Preprocessing transforms consist of the following attributes:

file_handler: The file handler to use for loading the data specified with Shorthand Syntax. To discover all available file handlers, refer to the file handlers section.
pipeline: The sequence of transformations to apply to the data. The pipeline is specified using Shorthand Syntax and can include any of the available transforms.

Note

To avoid race conditions during parallel training, the preprocessing is applied to the entire dataset before training.

To automatically preprocess all datasets specified in the main configuration (conf/config.yaml) file, the following preprocessing CLI command can be used:

autrainer preprocess

Alternatively, use the following preprocessing CLI wrapper function:

autrainer.cli.preprocess()

Warning

Following v0.6.0, autrainer iterates over all files in all datasets and extracts the respective features without replacement. It is possible that features have been extracted for a subset of the dataset. This may happen when different dataset subsets are supported. Therefore, it is recommended that autrainer preprocess is always called before training. Features have to be manually deleted to overwrite.

autrainer offers default configurations for log-Mel spectrogram extraction and openSMILE feature extraction.

Default Configurations

Log-Mel Spectrograms

Log-Mel spectrograms are a common representation of audio data.

autrainer offers default configurations for log-Mel spectrogram extraction for different sampling rates. The generation process is adapted from: PANNs: Large-Scale Pretrained Audio Neural Networks for Audio Pattern Recognition.

conf/preprocessing/log_mel_16k.yaml#

file_handler:
  autrainer.datasets.utils.AudioFileHandler:
    target_sample_rate: 16000
pipeline:
  - autrainer.transforms.StereoToMono
  - autrainer.transforms.PannMel:
      sample_rate: 16000
      window_size: 512
      hop_size: 160
      mel_bins: 64
      fmin: 50
      fmax: 8000
      ref: 1.0
      amin: 1e-10
      top_db: null

# adapted from:
# https://github.com/qiuqiangkong/audioset_tagging_cnn/blob/d2f4b8c18eab44737fcc0de1248ae21eb43f6aa4/pytorch/models.py#L2547

conf/preprocessing/log_mel_32k.yaml#

file_handler:
  autrainer.datasets.utils.AudioFileHandler:
    target_sample_rate: 32000
pipeline:
  - autrainer.transforms.StereoToMono
  - autrainer.transforms.PannMel:
      sample_rate: 32000
      window_size: 1024
      hop_size: 320
      mel_bins: 64
      fmin: 50
      fmax: 14000
      ref: 1.0
      amin: 1e-10
      top_db: null

# adapted from:
# https://github.com/qiuqiangkong/audioset_tagging_cnn/blob/d2f4b8c18eab44737fcc0de1248ae21eb43f6aa4/pytorch/main.py#L315

conf/preprocessing/log_mel_8k.yaml#

file_handler:
  autrainer.datasets.utils.AudioFileHandler:
    target_sample_rate: 8000
pipeline:
  - autrainer.transforms.StereoToMono
  - autrainer.transforms.PannMel:
      sample_rate: 8000
      window_size: 256
      hop_size: 80
      mel_bins: 64
      fmin: 50
      fmax: 4000
      ref: 1.0
      amin: 1e-10
      top_db: null

# adapted from:
# https://github.com/qiuqiangkong/audioset_tagging_cnn/blob/d2f4b8c18eab44737fcc0de1248ae21eb43f6aa4/pytorch/models.py#L2644

openSMILE Features

openSMILE is a widely used feature extraction tool for audio data.

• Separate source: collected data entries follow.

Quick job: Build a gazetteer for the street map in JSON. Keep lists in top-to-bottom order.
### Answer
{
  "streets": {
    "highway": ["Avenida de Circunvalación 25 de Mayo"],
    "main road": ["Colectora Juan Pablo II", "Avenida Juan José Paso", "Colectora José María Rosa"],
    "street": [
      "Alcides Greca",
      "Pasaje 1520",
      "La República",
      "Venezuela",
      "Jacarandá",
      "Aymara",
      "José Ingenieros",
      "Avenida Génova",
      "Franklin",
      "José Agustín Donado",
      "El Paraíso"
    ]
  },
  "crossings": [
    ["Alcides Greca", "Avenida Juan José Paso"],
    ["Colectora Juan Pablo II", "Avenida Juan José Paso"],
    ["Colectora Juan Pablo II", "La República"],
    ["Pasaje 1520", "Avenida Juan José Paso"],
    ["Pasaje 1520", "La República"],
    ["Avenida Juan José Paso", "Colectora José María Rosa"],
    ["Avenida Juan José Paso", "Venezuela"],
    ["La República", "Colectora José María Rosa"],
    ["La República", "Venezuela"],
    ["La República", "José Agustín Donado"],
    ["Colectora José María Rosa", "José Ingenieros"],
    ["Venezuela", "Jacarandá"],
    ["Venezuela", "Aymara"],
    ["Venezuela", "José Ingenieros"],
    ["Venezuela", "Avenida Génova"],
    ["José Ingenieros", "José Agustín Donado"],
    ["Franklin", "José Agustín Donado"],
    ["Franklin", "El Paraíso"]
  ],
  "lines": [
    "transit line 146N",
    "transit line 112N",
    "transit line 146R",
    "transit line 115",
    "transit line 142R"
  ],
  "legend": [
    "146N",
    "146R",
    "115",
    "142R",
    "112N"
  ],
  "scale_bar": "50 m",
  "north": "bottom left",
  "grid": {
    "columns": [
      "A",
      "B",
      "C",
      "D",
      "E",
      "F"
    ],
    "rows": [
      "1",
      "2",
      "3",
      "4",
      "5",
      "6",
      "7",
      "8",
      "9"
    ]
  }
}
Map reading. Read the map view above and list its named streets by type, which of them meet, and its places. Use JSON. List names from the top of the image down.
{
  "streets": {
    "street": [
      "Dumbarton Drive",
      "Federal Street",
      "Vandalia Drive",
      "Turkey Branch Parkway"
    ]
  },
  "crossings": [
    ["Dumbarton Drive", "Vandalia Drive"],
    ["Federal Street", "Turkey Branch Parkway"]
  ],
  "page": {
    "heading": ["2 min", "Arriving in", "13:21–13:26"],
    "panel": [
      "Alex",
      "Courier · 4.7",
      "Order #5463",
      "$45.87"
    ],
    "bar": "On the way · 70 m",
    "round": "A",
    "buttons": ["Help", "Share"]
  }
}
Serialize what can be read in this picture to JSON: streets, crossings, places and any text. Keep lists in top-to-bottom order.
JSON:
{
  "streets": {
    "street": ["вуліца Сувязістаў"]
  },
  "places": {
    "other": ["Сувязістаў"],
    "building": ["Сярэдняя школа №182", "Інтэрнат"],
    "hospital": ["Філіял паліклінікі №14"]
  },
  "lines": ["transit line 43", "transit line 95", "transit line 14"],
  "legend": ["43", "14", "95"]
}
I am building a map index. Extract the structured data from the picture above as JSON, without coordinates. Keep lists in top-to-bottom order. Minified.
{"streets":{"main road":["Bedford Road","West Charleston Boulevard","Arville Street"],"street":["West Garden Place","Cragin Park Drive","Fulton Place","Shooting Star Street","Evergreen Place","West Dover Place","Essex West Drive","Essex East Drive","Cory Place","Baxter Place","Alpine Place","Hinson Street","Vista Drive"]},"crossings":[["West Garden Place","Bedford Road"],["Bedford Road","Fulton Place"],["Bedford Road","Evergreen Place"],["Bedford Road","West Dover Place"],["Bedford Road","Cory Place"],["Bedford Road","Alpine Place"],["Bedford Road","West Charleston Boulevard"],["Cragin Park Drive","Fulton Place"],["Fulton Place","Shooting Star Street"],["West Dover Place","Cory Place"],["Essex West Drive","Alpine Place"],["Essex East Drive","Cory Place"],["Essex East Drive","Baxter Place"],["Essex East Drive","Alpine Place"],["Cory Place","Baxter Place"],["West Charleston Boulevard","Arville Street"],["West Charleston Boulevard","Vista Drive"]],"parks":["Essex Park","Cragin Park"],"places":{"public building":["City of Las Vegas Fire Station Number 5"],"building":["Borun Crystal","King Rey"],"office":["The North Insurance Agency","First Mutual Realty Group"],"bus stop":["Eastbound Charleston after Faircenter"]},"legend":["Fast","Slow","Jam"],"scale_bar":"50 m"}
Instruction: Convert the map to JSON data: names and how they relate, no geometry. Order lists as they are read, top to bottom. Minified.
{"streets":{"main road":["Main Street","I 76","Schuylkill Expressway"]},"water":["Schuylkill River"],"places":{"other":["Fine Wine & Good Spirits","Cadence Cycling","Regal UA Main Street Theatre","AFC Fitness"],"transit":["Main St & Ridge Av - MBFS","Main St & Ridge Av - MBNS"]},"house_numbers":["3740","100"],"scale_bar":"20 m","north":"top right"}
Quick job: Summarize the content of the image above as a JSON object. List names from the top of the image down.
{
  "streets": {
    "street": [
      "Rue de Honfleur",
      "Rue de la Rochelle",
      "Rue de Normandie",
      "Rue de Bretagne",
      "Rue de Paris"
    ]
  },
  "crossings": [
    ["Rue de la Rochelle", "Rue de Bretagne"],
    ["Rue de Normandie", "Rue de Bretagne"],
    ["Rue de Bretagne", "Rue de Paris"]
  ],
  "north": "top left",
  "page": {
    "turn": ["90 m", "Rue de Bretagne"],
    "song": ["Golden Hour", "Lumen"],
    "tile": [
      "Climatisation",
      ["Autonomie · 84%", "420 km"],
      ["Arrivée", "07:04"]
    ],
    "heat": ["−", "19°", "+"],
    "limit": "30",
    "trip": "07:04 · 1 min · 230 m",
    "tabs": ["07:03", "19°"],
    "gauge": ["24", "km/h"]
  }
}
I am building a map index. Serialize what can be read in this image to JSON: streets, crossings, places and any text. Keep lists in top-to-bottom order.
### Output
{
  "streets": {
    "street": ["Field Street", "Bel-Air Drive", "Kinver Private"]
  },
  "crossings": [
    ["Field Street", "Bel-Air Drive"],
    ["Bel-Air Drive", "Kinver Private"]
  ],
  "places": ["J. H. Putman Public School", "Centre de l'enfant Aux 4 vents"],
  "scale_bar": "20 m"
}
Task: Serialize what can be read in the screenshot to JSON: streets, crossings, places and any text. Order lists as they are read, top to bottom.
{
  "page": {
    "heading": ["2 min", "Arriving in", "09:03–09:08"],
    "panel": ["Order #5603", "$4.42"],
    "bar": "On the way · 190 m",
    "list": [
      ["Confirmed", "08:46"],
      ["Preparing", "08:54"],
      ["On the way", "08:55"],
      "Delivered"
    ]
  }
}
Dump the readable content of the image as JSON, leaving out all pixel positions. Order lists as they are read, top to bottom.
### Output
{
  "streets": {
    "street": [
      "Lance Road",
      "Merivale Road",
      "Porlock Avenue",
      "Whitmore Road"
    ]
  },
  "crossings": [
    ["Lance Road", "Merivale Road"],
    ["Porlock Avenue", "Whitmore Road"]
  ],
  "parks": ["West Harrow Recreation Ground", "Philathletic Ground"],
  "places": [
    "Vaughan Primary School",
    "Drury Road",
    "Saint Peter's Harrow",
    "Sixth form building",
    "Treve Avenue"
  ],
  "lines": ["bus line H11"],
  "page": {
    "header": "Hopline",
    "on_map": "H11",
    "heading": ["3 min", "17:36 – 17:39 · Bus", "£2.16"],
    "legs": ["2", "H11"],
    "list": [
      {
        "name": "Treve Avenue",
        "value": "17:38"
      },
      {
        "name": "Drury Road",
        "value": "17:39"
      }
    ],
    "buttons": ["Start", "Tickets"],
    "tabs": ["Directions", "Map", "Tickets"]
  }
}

autrainer provides default configurations for extracting openSMILE features. openSMILE is an optional dependency and may need to be installed separately. For installation, refer to the installation guide.

conf/preprocessing/eGeMAPSv02-llds.yaml#

file_handler:
  autrainer.datasets.utils.AudioFileHandler:
    target_sample_rate: 16000
pipeline:
  - autrainer.transforms.StereoToMono
  - autrainer.transforms.OpenSMILE:
      feature_set: eGeMAPSv02
      sample_rate: 16000

conf/preprocessing/eGeMAPSv02.yaml#

file_handler:
  autrainer.datasets.utils.AudioFileHandler:
    target_sample_rate: 16000
pipeline:
  - autrainer.transforms.StereoToMono
  - autrainer.transforms.OpenSMILE:
      feature_set: eGeMAPSv02
      sample_rate: 16000
      functionals: true

conf/preprocessing/ComParE_2016-llds.yaml#

file_handler:
  autrainer.datasets.utils.AudioFileHandler:
    target_sample_rate: 16000
pipeline:
  - autrainer.transforms.StereoToMono
  - autrainer.transforms.OpenSMILE:
      feature_set: ComParE_2016
      sample_rate: 16000

conf/preprocessing/ComParE_2016.yaml#

file_handler:
  autrainer.datasets.utils.AudioFileHandler:
    target_sample_rate: 16000
pipeline:
  - autrainer.transforms.StereoToMono
  - autrainer.transforms.OpenSMILE:
      feature_set: ComParE_2016
      sample_rate: 16000
      functionals: true

Online Transforms#

Online transforms can be specified with the transform attribute in both the model and dataset, applied to the input data before it is passed to the model. Each pipeline is specified as a list of transforms using Shorthand Syntax.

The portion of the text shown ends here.